» PROBLEM DETAILS
In the entries that follow, find each line with the word "Senador" and copy it.

» MATERIAL PROVIDED
-=-=-=-=-

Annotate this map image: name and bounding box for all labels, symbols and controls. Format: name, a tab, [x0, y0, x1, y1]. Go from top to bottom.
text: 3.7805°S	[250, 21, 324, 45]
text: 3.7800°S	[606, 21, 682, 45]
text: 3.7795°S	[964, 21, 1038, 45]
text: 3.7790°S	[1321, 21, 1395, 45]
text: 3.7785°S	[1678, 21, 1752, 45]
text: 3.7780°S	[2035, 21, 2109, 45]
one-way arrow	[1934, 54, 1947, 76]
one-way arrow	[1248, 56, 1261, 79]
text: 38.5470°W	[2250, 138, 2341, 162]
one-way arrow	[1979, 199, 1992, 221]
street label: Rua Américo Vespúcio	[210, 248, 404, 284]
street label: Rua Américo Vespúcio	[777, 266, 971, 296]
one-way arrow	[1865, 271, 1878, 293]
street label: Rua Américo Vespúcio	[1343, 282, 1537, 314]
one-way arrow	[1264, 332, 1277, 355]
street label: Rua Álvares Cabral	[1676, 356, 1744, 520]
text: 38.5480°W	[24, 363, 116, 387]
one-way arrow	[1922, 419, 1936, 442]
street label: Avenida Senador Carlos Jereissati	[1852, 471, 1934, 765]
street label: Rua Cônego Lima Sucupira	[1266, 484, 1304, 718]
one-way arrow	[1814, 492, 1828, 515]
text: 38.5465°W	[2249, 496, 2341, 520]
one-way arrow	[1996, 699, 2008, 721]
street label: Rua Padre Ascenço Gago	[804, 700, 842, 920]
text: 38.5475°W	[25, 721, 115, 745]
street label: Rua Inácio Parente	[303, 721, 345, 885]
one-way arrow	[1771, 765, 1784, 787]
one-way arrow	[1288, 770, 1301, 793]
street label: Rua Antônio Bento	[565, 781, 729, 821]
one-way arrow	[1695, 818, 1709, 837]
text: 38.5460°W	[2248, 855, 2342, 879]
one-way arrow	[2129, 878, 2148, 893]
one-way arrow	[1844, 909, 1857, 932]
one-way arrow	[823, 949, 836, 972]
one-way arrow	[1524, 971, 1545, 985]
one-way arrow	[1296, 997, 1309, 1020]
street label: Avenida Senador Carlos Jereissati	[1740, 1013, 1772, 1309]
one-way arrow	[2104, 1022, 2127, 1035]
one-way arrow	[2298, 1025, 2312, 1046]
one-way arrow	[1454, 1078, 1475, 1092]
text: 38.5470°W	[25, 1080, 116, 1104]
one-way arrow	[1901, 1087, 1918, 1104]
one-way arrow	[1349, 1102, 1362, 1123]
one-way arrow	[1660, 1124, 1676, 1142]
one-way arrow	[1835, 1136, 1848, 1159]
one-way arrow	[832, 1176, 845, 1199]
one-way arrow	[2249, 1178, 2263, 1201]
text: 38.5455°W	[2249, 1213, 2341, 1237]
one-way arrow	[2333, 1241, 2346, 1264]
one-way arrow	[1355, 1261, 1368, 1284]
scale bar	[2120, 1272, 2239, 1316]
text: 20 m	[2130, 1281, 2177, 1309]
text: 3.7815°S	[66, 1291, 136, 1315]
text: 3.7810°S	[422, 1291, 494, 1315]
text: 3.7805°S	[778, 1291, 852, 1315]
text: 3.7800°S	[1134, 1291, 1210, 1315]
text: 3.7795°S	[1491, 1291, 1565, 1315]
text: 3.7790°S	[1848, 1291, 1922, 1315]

-=-=-=-=-

» EXERCISE RESULT
street label: Avenida Senador Carlos Jereissati	[1852, 471, 1934, 765]
street label: Avenida Senador Carlos Jereissati	[1740, 1013, 1772, 1309]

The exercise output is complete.